| Required action |
Wherever a line in the records contains the word "Poll", return that line.
::::::::::
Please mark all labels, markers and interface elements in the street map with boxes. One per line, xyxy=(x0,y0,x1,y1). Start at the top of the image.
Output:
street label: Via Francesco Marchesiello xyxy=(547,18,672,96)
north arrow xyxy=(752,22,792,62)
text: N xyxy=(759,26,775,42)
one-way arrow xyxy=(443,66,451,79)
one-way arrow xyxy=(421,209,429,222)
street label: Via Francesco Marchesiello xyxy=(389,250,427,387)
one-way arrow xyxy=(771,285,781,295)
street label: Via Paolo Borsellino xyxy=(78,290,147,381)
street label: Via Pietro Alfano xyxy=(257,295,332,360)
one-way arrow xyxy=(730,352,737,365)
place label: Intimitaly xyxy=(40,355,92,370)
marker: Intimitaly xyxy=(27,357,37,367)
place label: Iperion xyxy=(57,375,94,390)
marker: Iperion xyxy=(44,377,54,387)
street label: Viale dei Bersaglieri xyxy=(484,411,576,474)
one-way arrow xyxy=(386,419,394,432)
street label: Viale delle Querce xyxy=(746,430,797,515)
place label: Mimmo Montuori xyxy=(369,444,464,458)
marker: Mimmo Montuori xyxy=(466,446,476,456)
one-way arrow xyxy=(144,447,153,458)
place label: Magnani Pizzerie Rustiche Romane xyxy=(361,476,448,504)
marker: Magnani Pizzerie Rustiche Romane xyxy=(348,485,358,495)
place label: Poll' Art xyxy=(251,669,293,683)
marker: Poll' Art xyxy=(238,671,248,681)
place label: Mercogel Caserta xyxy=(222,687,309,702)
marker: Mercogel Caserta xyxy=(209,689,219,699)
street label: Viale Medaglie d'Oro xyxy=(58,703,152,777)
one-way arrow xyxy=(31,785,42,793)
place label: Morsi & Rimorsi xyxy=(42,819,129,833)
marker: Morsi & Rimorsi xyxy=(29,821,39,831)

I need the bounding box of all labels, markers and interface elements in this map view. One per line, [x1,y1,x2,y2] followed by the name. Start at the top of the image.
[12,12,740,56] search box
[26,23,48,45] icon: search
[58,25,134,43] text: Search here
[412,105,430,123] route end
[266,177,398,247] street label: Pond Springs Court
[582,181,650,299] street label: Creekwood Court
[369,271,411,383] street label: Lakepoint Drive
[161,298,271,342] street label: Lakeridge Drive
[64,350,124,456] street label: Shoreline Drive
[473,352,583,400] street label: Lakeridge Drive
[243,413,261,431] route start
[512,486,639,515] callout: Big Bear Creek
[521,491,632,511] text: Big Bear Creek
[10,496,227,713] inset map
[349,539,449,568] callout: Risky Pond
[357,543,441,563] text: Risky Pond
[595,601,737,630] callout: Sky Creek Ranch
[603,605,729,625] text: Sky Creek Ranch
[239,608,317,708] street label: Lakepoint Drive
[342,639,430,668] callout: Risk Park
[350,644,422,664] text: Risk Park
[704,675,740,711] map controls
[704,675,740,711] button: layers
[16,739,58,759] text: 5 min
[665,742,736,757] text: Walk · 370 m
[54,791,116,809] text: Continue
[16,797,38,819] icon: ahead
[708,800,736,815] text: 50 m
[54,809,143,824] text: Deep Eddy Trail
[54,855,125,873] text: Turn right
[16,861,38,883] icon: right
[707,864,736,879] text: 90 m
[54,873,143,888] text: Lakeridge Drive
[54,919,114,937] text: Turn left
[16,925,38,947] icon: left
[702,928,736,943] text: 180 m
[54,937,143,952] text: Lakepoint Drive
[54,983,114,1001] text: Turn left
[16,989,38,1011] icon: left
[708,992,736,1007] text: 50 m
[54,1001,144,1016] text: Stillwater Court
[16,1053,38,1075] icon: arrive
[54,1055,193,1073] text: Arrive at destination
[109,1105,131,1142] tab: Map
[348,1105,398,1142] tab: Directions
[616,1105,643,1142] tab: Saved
::::::::::
| Response to this exercise |
place label: Poll' Art xyxy=(251,669,293,683)
marker: Poll' Art xyxy=(238,671,248,681)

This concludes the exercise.